WORK TO BE COMPLETED:
Once the line holding "Where are all" is found in the entries below, transcribe exactly every line up to and including the one holding "Localize all text", but leave out the pictures.

Stored data entries:
----------------
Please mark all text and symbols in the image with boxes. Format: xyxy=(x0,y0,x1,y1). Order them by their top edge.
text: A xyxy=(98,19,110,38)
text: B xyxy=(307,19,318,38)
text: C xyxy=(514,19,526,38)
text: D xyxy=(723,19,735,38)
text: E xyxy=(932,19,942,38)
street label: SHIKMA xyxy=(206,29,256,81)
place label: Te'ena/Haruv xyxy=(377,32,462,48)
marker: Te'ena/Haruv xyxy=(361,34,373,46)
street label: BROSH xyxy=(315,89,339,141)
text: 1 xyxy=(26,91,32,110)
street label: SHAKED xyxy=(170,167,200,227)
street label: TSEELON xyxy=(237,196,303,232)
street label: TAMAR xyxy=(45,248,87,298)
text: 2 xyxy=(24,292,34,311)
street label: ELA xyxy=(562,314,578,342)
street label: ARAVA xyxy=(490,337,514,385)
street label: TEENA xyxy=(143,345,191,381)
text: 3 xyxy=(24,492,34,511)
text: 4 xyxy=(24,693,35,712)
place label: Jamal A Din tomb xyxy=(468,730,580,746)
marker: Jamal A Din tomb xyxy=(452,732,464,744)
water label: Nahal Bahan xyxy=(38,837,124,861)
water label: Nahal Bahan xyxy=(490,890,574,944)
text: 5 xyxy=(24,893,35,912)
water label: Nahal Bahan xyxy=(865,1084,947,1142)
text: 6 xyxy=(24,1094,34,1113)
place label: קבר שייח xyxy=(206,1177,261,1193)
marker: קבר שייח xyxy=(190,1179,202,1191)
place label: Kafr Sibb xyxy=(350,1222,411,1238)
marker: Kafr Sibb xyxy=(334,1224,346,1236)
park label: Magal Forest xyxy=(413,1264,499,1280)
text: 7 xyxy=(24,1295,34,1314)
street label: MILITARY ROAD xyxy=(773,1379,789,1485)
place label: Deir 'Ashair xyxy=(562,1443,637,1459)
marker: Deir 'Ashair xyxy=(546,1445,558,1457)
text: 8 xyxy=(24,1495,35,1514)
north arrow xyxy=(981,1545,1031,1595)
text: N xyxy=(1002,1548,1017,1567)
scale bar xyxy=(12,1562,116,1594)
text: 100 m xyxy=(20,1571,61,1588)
----------------
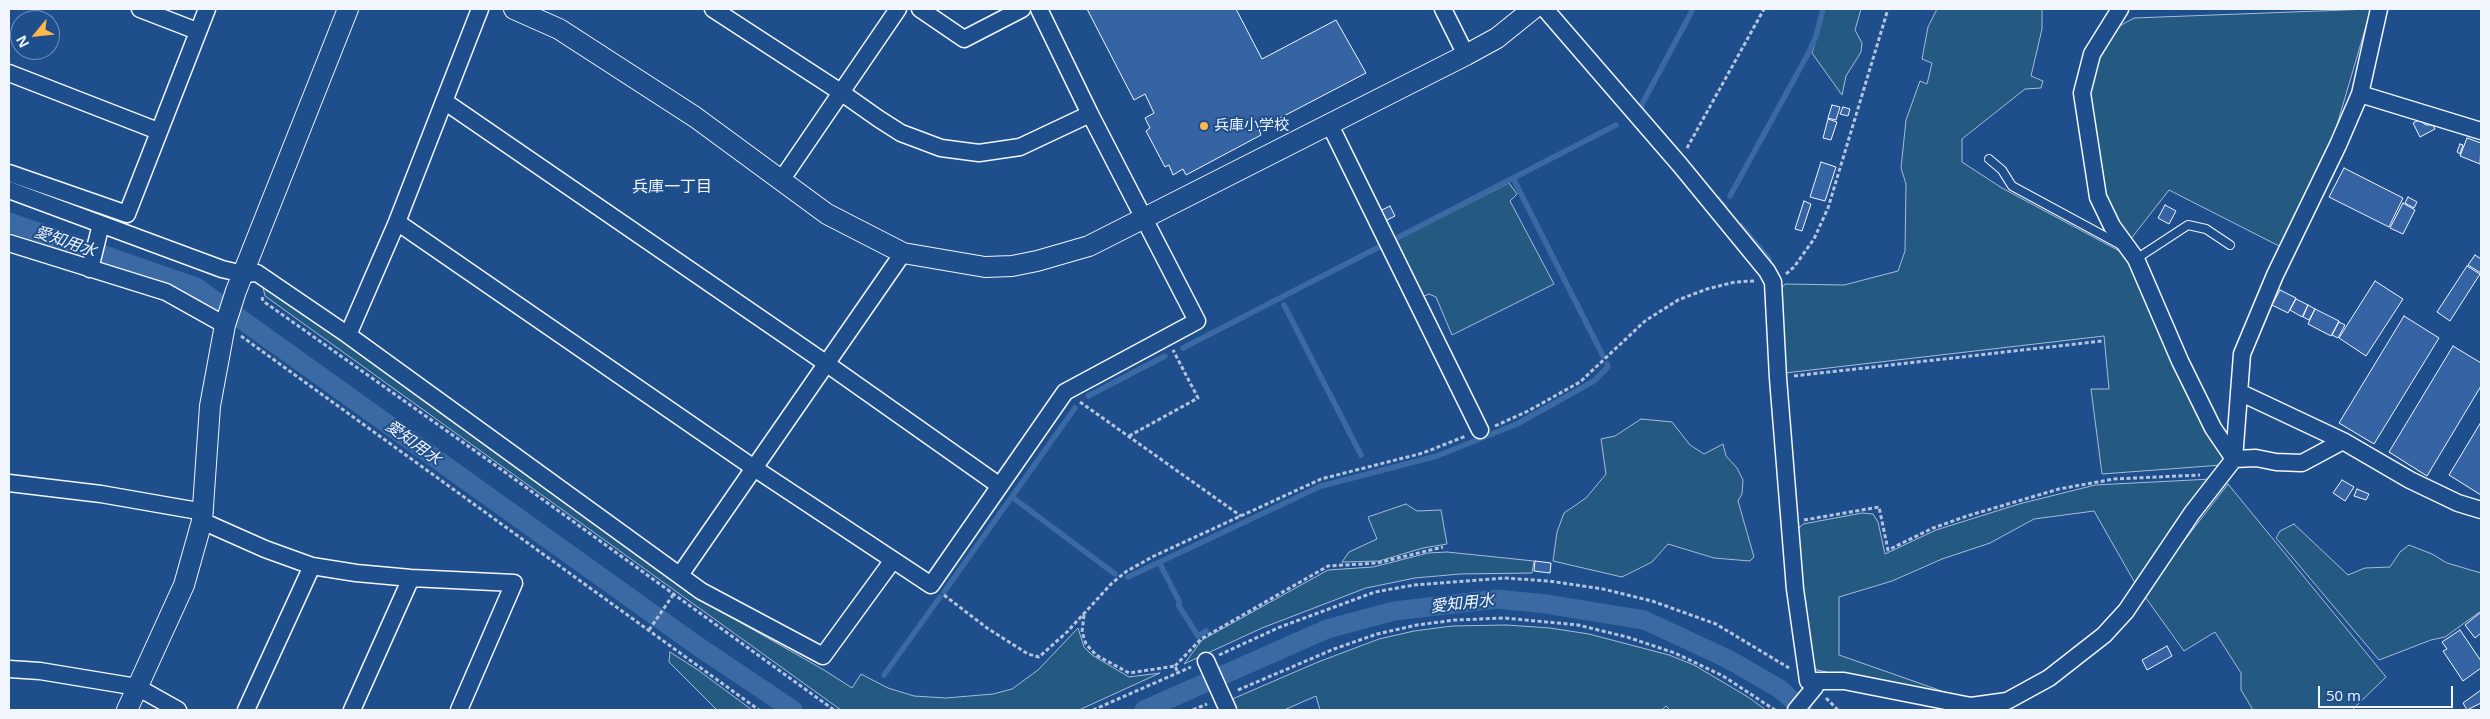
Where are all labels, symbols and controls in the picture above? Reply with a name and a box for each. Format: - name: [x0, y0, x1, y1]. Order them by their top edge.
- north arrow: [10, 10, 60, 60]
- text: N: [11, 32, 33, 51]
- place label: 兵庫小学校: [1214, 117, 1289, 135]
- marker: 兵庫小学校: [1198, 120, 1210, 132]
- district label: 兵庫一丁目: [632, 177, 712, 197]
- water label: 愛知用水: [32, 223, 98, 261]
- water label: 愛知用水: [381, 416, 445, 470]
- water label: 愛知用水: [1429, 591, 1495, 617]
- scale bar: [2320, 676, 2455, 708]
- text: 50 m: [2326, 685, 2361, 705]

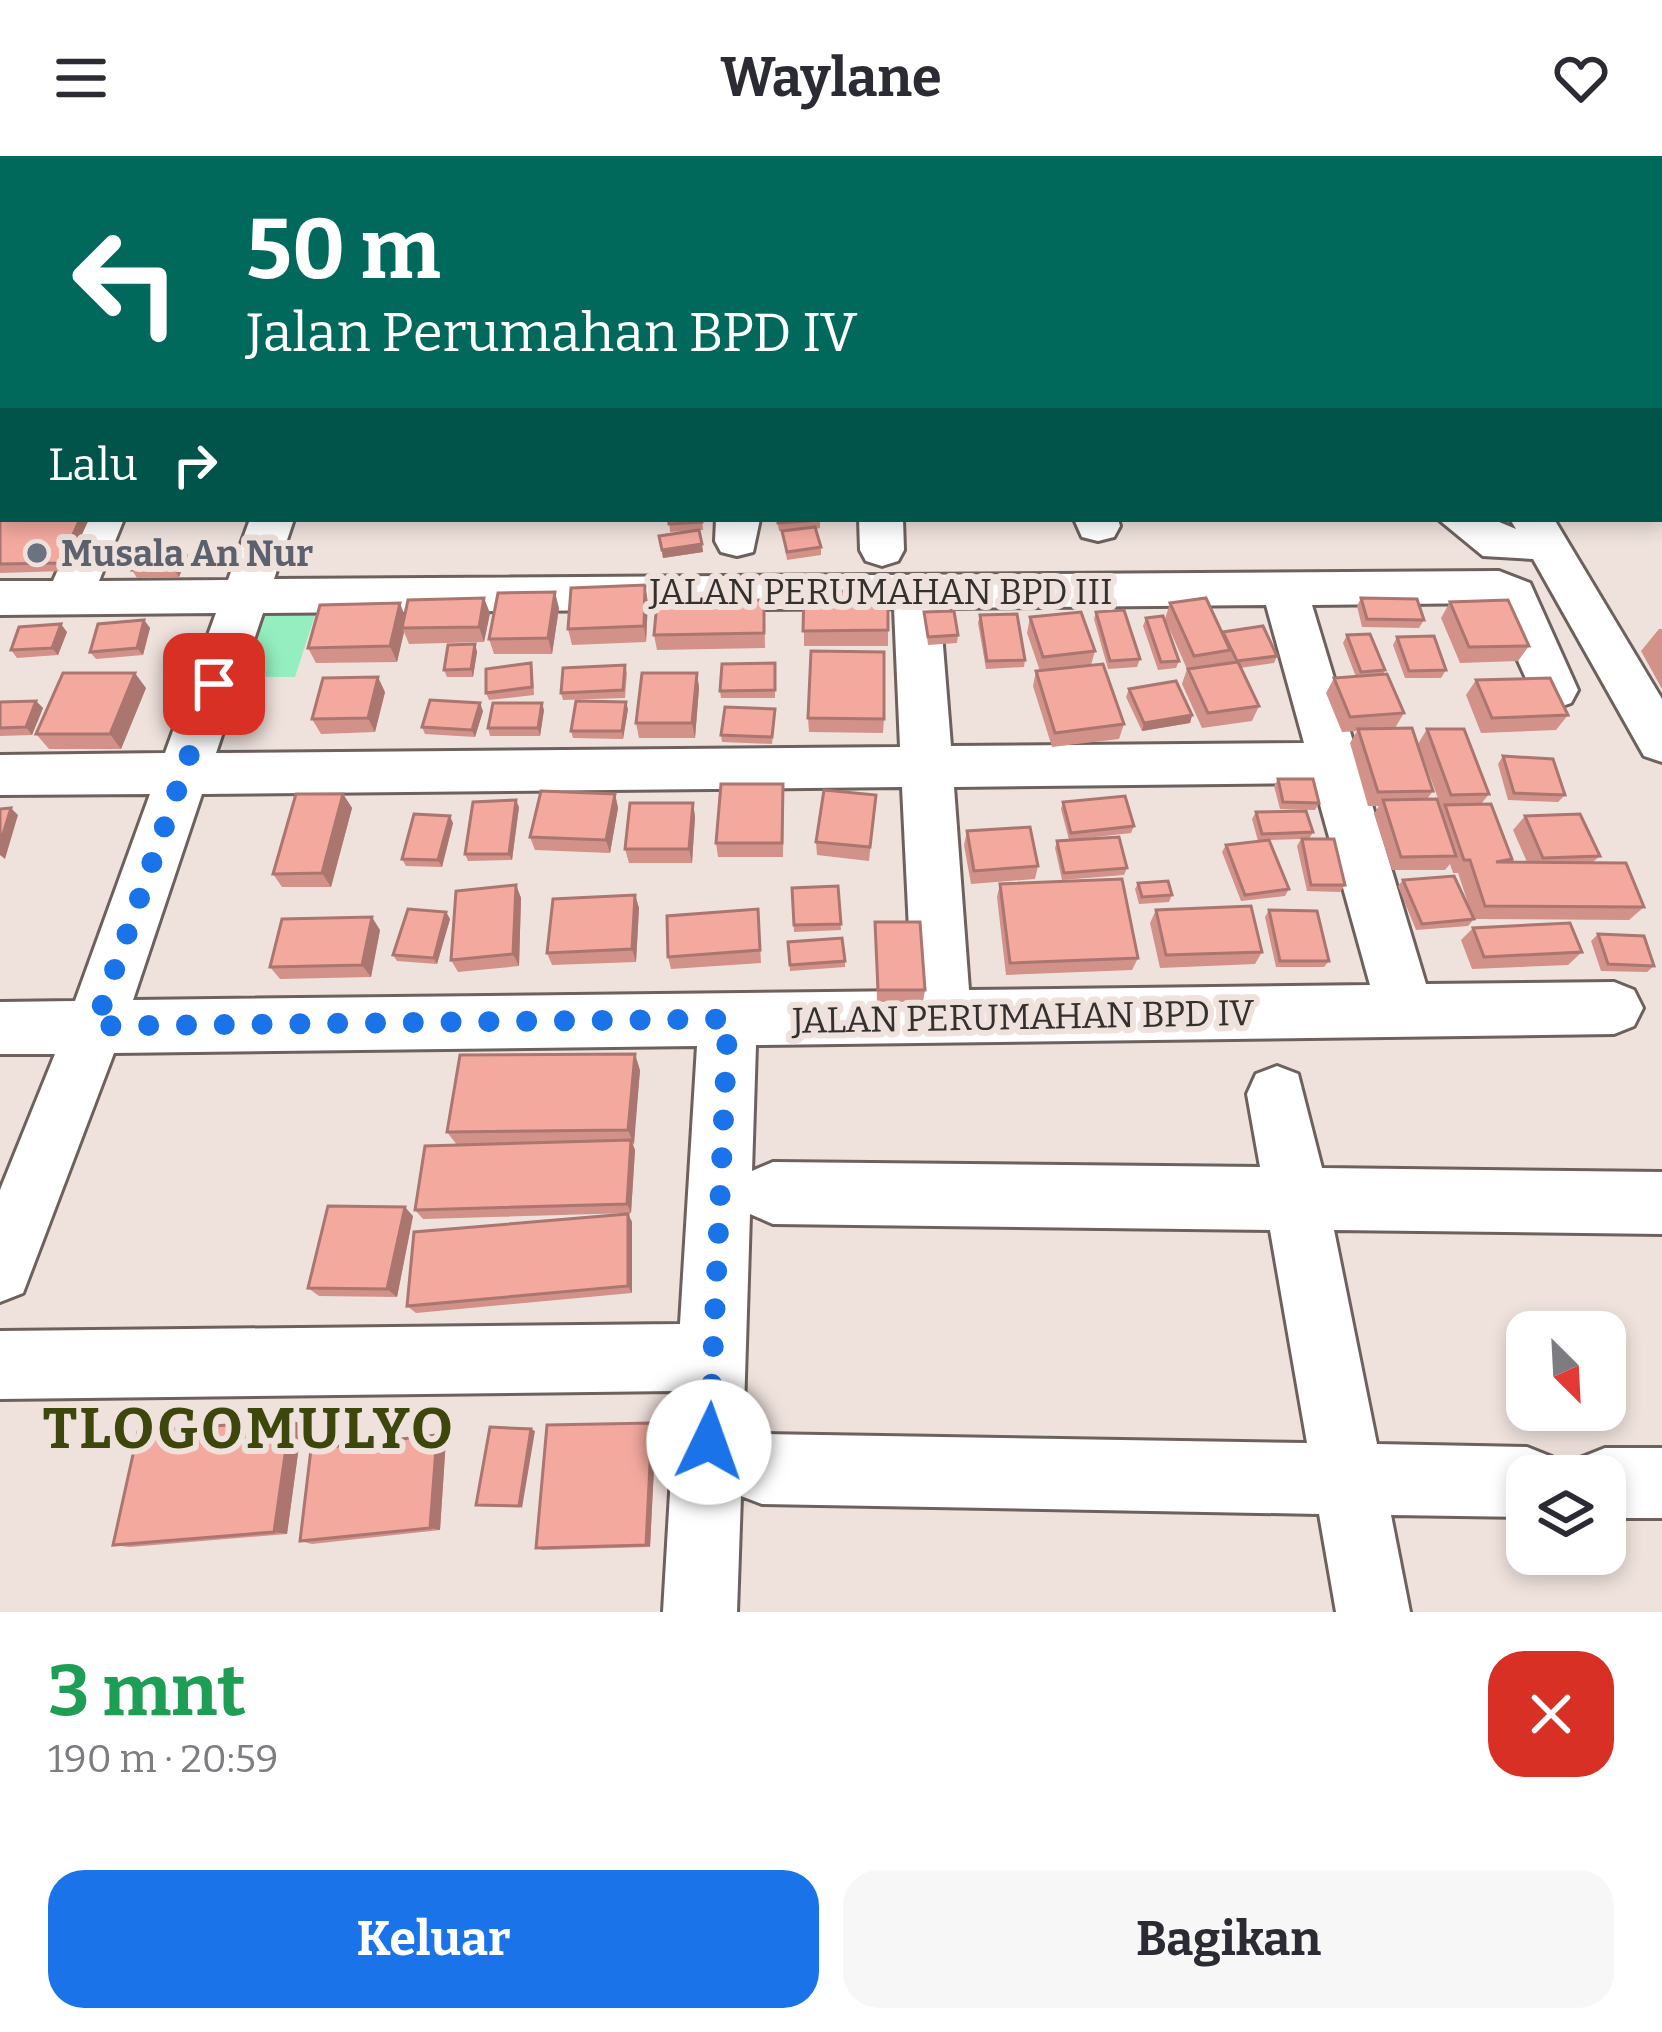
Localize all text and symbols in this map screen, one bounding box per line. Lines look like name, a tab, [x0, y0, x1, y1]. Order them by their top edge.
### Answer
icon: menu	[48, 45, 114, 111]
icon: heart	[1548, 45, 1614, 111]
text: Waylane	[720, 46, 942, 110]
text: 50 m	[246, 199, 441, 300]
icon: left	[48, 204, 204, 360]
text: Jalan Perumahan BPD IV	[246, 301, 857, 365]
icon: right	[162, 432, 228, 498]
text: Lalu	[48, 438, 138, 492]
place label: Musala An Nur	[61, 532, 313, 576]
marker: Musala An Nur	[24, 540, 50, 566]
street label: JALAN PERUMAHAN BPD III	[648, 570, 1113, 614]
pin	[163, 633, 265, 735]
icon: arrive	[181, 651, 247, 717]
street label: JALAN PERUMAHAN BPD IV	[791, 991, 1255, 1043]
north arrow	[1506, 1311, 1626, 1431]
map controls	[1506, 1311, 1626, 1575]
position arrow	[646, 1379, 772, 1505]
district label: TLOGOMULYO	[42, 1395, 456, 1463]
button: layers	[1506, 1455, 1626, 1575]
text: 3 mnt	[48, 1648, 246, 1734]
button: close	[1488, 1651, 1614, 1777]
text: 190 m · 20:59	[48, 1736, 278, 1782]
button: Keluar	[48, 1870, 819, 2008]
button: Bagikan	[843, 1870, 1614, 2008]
----------------
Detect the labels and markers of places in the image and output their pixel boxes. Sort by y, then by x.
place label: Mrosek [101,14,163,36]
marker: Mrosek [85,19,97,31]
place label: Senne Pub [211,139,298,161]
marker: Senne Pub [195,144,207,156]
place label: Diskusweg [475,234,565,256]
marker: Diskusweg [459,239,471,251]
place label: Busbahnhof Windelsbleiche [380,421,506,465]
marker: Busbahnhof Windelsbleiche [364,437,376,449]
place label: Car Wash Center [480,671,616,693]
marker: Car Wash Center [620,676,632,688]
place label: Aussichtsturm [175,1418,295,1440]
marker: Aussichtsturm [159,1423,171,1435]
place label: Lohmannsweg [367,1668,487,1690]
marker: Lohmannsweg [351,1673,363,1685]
----------------
EXERCISE SOLUTION:
Where are all labels, symbols and controls in the picture above? Reply with a name and a box for each. Format: - name: [x0, y0, x1, y1]. Order them by their top edge.
- north arrow: [10, 10, 60, 60]
- text: N: [11, 32, 33, 51]
- place label: 兵庫小学校: [1214, 117, 1289, 135]
- marker: 兵庫小学校: [1198, 120, 1210, 132]
- district label: 兵庫一丁目: [632, 177, 712, 197]
- water label: 愛知用水: [32, 223, 98, 261]
- water label: 愛知用水: [381, 416, 445, 470]
- water label: 愛知用水: [1429, 591, 1495, 617]
- scale bar: [2320, 676, 2455, 708]
- text: 50 m: [2326, 685, 2361, 705]

Localize all text and symbols in this map screen, one bounding box per line. Lines look like name, a tab, [x0, y0, x1, y1]. Order them by their top edge.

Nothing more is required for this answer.